(Excerpts from a dataset)
- - -

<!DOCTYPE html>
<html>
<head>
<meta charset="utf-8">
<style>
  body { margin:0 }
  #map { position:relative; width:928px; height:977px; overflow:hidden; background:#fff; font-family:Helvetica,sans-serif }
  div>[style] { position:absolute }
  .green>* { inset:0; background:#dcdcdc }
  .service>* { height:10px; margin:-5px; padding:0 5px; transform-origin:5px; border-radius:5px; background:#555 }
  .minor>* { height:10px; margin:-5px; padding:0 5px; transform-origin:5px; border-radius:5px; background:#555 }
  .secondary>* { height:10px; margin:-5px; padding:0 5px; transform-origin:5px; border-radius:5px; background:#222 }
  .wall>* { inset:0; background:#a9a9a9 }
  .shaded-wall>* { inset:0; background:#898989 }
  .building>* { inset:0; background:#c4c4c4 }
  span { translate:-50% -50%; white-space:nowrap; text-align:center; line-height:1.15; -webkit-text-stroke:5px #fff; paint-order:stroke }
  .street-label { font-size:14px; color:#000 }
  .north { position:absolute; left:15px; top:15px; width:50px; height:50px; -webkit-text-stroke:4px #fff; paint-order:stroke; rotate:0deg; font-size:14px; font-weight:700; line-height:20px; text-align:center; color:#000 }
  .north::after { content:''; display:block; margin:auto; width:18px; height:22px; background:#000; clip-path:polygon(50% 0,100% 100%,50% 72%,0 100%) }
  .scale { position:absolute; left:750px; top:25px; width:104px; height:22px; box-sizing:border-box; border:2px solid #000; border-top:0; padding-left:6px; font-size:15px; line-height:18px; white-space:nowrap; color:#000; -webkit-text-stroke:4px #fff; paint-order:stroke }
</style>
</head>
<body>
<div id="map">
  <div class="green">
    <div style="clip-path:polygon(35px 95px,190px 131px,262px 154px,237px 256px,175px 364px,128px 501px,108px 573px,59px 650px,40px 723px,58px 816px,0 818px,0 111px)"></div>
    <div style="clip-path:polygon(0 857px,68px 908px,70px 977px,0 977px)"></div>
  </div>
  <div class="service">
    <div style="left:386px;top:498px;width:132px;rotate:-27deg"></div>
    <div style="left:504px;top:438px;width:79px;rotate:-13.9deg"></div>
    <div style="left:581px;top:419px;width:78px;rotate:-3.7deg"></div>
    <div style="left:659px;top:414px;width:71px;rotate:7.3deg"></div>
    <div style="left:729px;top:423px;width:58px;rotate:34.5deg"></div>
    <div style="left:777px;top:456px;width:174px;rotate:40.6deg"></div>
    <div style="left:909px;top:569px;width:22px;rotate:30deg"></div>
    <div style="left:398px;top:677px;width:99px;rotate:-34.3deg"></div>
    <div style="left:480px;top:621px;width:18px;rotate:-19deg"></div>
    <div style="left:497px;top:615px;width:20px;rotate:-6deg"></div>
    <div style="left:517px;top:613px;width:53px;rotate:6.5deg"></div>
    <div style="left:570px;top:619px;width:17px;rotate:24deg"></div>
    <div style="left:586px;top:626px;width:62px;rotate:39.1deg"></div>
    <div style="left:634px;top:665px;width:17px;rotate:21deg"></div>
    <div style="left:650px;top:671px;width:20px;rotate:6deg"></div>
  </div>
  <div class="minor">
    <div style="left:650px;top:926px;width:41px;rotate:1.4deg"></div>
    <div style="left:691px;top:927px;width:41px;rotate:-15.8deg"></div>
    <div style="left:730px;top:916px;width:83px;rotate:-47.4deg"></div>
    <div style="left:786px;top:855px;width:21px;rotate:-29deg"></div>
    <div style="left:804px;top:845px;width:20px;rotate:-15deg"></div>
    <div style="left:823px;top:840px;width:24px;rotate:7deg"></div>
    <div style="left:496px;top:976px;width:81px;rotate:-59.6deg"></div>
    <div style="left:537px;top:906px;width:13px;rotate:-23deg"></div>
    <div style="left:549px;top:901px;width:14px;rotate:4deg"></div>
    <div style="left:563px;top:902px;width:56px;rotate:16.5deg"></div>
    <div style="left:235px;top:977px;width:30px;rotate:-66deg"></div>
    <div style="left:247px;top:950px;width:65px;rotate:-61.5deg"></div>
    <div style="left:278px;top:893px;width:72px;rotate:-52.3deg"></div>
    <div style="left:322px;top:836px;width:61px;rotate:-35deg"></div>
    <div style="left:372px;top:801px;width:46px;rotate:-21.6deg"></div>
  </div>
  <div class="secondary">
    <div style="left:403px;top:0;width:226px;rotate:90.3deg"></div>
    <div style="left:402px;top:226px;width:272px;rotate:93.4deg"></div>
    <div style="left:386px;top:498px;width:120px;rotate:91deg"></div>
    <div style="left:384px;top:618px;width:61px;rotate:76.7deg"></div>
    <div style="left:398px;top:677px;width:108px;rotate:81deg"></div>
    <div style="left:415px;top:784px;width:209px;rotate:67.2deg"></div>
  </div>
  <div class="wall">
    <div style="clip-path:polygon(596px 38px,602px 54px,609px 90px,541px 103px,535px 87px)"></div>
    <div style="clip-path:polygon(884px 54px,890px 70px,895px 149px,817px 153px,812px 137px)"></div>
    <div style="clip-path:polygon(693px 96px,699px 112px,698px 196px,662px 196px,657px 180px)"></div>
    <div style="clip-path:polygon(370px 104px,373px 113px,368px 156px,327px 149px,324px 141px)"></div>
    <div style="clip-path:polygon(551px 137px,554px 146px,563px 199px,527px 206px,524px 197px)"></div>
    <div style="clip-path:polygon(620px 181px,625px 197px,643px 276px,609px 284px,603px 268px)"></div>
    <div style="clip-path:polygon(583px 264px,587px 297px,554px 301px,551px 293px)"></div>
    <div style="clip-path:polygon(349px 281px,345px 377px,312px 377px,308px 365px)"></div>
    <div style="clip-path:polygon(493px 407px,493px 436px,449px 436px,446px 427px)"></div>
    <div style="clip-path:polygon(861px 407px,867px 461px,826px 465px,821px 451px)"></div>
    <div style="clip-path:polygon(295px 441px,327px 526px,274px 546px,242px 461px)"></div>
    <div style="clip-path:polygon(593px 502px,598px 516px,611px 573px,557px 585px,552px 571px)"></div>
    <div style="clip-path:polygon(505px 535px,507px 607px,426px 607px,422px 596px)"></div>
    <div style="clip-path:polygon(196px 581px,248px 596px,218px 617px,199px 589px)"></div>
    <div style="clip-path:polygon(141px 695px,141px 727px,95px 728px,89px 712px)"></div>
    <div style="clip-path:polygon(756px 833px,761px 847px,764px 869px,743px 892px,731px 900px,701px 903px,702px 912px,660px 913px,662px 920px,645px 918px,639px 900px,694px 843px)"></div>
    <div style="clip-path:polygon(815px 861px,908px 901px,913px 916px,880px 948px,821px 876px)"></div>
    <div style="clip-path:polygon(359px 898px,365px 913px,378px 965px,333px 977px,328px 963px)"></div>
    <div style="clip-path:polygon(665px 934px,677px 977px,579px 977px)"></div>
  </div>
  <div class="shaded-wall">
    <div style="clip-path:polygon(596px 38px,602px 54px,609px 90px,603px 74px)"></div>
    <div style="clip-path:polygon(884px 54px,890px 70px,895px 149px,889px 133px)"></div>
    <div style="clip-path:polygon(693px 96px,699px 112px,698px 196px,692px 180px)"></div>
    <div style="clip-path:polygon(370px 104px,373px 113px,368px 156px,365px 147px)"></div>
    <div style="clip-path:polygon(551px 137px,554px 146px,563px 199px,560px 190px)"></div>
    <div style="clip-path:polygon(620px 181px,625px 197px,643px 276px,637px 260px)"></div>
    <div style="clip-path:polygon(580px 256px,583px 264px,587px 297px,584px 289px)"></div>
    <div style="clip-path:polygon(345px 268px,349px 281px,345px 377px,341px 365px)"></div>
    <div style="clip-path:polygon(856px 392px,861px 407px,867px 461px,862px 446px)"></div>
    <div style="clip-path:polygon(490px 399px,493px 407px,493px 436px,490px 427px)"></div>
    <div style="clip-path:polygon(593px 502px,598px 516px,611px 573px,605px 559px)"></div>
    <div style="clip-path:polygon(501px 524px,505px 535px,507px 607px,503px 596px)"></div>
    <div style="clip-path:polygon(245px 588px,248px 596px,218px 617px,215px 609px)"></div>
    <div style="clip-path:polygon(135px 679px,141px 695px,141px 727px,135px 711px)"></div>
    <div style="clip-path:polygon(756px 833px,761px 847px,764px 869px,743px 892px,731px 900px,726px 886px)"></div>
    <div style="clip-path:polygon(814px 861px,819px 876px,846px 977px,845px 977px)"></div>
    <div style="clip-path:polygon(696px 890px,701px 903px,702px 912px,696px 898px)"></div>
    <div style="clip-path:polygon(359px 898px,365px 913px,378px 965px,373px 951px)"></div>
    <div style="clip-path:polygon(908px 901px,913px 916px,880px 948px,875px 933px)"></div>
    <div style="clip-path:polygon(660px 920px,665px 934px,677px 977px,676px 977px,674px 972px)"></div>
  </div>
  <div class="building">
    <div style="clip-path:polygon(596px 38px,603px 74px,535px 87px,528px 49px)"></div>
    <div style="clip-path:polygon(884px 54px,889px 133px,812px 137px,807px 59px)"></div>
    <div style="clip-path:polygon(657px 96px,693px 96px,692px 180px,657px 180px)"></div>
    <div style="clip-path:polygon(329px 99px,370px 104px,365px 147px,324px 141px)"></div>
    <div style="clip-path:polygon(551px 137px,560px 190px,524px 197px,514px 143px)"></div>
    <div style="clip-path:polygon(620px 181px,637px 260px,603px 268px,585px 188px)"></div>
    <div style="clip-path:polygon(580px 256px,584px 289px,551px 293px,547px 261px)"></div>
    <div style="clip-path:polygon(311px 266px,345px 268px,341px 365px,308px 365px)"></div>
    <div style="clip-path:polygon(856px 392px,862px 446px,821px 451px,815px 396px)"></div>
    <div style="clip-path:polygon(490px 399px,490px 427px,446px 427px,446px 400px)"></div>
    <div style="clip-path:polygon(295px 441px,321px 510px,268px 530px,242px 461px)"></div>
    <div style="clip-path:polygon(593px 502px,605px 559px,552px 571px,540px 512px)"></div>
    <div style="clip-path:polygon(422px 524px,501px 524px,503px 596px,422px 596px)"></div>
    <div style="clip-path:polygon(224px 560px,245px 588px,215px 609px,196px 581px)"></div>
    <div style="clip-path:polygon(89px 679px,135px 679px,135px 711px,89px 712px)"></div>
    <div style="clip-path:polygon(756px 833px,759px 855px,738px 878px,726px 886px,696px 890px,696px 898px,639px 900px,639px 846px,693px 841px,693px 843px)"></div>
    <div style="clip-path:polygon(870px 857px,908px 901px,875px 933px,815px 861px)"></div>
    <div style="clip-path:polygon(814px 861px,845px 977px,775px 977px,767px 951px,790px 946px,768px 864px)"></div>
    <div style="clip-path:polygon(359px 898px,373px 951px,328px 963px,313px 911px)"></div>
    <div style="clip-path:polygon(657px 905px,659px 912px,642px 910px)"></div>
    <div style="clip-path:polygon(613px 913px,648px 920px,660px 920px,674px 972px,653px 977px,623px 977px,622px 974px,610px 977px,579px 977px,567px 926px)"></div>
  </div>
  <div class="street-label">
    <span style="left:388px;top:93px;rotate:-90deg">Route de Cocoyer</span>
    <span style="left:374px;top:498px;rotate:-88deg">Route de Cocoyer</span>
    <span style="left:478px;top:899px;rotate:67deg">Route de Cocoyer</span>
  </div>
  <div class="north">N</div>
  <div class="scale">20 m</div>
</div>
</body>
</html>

- - -

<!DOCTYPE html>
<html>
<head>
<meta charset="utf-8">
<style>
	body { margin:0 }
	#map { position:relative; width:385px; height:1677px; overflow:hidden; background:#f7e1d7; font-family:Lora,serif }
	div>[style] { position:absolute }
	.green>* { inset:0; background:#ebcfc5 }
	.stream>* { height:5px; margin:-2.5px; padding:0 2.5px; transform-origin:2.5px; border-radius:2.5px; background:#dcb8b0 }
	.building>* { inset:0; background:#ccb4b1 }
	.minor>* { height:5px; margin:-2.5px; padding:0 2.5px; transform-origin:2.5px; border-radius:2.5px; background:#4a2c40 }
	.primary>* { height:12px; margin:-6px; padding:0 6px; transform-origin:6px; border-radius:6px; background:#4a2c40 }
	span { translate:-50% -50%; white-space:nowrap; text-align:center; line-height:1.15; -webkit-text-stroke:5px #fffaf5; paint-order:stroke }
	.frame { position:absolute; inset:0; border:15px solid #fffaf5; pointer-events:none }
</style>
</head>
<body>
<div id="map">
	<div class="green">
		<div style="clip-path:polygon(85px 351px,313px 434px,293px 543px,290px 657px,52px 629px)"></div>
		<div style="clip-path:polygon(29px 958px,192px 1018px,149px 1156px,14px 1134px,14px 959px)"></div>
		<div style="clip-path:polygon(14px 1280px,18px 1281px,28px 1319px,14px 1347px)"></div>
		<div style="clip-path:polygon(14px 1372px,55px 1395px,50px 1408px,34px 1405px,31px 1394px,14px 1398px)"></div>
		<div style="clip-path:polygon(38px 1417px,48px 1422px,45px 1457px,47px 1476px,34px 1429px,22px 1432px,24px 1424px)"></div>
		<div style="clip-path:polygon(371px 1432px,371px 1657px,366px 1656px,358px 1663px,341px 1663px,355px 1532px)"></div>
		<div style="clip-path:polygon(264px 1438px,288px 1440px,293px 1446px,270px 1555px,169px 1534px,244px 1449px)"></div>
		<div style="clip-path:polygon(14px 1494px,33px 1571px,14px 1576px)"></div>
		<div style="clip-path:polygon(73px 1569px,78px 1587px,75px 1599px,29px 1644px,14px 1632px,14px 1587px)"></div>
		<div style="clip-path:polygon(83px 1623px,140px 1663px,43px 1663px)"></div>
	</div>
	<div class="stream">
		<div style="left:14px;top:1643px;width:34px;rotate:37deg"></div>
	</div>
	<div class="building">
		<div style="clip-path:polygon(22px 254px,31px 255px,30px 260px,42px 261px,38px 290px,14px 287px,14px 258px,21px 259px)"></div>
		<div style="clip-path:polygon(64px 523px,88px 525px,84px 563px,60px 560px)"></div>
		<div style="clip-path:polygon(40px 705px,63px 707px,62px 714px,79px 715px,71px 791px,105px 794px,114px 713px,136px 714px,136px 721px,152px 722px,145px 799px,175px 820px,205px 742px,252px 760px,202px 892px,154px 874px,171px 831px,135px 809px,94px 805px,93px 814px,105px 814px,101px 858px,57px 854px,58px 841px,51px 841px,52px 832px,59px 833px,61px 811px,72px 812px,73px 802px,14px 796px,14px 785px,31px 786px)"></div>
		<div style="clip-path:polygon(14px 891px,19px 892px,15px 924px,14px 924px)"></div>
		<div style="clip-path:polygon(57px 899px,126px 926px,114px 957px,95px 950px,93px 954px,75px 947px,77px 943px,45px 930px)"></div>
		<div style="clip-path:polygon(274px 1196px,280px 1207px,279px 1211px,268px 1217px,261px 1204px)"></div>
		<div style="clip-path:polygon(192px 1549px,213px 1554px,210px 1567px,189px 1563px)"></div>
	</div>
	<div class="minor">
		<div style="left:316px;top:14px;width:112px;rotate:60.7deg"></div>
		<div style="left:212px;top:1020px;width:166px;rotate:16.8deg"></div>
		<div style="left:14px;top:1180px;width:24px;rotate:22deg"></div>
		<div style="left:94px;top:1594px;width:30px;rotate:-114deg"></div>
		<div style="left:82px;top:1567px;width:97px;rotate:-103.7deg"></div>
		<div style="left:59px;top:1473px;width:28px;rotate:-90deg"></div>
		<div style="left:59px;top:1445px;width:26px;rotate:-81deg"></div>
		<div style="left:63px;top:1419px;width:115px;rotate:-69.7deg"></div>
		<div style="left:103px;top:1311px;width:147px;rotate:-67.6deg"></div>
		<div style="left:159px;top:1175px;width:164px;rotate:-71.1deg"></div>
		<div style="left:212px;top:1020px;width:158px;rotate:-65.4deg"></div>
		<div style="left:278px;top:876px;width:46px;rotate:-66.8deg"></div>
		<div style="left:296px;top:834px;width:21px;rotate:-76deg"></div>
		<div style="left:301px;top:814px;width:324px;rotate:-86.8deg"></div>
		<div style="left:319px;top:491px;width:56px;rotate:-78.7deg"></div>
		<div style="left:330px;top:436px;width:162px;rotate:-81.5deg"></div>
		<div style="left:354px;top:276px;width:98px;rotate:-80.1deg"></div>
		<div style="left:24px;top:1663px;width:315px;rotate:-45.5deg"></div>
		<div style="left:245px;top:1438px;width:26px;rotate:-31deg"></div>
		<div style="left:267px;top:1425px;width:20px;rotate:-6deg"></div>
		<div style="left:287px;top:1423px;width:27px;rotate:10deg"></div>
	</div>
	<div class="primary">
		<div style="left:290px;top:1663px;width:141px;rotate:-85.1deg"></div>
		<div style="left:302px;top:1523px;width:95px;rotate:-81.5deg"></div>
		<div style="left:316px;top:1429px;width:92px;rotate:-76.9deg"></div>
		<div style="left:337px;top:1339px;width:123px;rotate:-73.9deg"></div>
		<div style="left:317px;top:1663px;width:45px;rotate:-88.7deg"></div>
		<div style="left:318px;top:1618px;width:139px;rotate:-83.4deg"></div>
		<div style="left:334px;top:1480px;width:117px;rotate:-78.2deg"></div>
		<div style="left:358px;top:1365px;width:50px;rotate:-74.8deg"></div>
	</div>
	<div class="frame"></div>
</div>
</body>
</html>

- - -

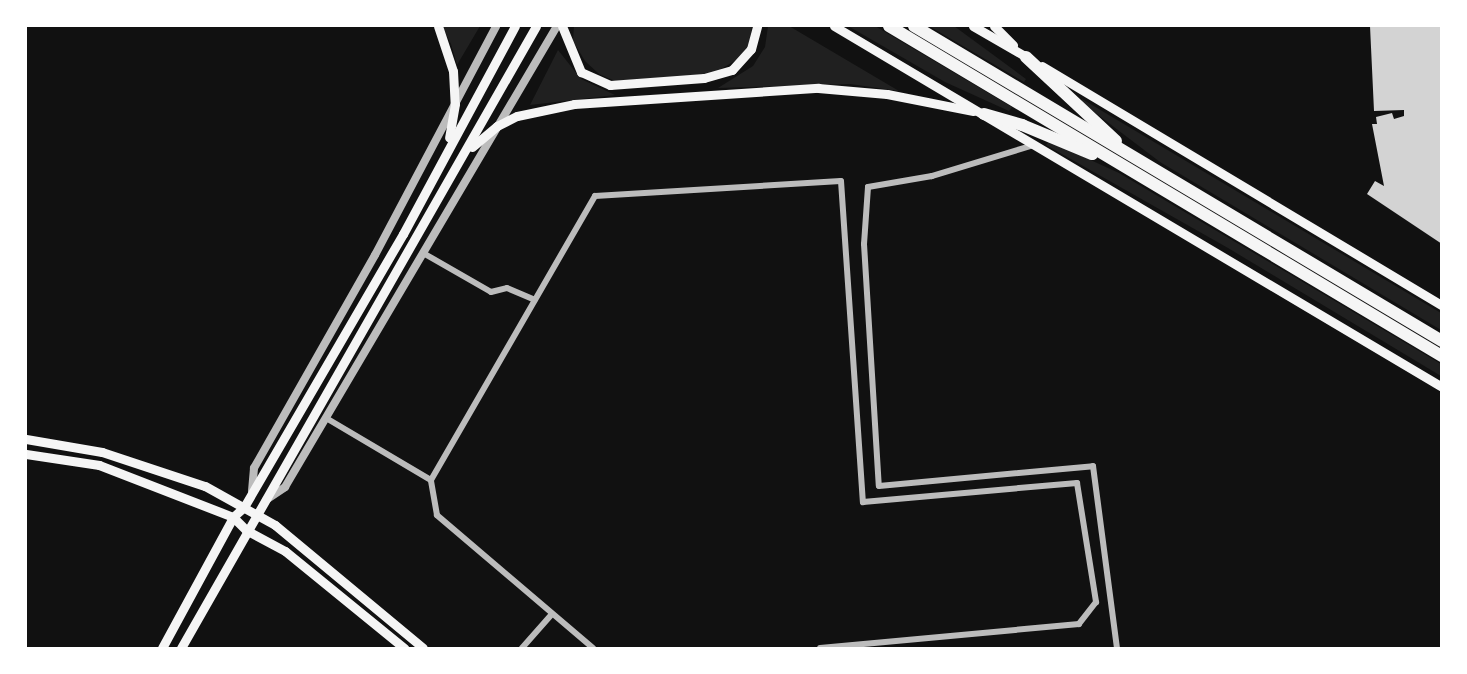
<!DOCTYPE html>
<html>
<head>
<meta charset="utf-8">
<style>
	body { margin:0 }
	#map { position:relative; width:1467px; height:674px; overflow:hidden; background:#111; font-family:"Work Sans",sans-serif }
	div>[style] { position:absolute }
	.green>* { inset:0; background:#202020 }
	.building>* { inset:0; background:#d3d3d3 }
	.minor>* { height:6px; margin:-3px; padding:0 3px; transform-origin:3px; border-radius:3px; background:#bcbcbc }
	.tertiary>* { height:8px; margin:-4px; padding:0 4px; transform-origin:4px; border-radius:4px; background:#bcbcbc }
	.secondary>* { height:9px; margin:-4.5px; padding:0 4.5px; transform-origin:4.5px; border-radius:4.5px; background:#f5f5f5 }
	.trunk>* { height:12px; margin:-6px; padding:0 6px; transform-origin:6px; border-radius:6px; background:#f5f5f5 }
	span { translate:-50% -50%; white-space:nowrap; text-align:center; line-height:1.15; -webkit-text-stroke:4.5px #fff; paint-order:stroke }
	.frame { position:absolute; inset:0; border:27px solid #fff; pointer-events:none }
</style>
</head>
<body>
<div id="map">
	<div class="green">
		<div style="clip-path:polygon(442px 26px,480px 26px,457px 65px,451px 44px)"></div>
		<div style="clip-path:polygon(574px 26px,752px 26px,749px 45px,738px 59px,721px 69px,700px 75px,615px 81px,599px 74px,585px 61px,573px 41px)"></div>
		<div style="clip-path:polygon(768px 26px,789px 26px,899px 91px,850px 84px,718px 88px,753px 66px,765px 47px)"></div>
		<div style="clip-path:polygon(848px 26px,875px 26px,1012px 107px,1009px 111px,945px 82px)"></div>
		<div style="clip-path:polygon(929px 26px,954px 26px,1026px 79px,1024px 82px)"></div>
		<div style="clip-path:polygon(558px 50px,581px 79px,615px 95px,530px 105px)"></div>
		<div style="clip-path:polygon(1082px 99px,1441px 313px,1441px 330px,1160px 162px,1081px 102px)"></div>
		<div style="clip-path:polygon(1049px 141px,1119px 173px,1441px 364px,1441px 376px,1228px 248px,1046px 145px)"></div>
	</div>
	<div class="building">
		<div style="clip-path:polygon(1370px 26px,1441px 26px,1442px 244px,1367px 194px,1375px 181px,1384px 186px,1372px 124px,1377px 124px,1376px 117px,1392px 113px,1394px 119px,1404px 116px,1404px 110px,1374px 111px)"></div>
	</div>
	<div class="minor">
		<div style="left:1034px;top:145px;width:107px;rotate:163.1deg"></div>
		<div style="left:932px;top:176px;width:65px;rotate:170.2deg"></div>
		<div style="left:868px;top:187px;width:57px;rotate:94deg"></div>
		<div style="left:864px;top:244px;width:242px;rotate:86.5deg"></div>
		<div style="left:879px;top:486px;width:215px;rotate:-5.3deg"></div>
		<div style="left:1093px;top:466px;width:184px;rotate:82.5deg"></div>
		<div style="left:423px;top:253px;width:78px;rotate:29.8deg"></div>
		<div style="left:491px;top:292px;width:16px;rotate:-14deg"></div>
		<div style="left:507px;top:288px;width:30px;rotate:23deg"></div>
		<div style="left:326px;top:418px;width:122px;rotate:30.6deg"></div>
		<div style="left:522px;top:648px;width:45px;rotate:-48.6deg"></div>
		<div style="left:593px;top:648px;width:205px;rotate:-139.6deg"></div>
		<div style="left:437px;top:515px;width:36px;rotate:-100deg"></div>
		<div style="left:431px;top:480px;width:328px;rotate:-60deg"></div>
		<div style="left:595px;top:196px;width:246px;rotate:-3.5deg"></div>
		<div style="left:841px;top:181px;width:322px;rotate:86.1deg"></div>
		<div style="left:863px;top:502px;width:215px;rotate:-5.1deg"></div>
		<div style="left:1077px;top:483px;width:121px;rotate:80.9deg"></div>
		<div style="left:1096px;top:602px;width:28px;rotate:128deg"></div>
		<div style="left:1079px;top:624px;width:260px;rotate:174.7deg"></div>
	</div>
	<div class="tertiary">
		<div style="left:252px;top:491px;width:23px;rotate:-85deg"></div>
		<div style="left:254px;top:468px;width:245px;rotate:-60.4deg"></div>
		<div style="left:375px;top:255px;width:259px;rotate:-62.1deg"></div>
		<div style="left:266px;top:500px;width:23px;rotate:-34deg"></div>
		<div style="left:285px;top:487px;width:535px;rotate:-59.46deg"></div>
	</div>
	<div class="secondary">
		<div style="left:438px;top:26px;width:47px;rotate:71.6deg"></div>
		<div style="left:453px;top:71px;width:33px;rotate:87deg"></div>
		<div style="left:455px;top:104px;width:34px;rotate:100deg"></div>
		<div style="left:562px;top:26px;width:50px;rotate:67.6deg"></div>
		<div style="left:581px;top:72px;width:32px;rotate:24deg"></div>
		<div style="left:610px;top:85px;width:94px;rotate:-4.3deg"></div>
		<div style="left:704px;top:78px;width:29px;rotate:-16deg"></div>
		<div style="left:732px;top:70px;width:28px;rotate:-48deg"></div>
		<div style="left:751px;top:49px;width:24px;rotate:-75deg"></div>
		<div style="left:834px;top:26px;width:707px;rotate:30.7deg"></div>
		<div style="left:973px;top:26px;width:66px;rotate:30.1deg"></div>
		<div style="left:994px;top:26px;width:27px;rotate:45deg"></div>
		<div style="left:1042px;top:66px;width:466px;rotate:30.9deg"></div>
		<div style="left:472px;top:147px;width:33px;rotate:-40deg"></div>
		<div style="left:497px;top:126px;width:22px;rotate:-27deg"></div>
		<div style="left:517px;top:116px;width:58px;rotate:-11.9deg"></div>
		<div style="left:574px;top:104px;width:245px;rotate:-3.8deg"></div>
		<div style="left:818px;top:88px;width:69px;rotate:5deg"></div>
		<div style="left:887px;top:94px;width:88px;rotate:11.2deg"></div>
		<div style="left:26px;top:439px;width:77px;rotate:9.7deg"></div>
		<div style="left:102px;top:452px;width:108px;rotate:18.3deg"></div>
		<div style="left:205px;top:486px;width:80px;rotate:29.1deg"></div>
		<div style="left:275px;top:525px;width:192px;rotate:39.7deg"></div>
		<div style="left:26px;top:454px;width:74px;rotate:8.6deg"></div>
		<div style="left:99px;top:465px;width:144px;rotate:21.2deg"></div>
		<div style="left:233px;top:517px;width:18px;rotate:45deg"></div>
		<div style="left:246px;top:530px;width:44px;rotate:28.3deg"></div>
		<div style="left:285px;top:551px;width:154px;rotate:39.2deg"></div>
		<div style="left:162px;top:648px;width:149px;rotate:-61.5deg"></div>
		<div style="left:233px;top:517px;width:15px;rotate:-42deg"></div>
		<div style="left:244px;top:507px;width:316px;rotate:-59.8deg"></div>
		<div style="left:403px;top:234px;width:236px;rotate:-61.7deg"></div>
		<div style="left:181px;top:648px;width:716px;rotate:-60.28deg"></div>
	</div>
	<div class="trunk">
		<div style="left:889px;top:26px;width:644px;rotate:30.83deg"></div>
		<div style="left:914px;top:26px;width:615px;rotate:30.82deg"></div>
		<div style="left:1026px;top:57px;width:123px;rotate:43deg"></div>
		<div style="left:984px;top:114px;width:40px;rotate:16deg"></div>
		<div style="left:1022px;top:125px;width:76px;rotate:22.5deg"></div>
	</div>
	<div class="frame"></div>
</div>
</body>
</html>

- - -

» **Problem description**
Copy all lines above where "stream" is present.

» **Response below**
	.stream>* { height:5px; margin:-2.5px; padding:0 2.5px; transform-origin:2.5px; border-radius:2.5px; background:#dcb8b0 }
	<div class="stream">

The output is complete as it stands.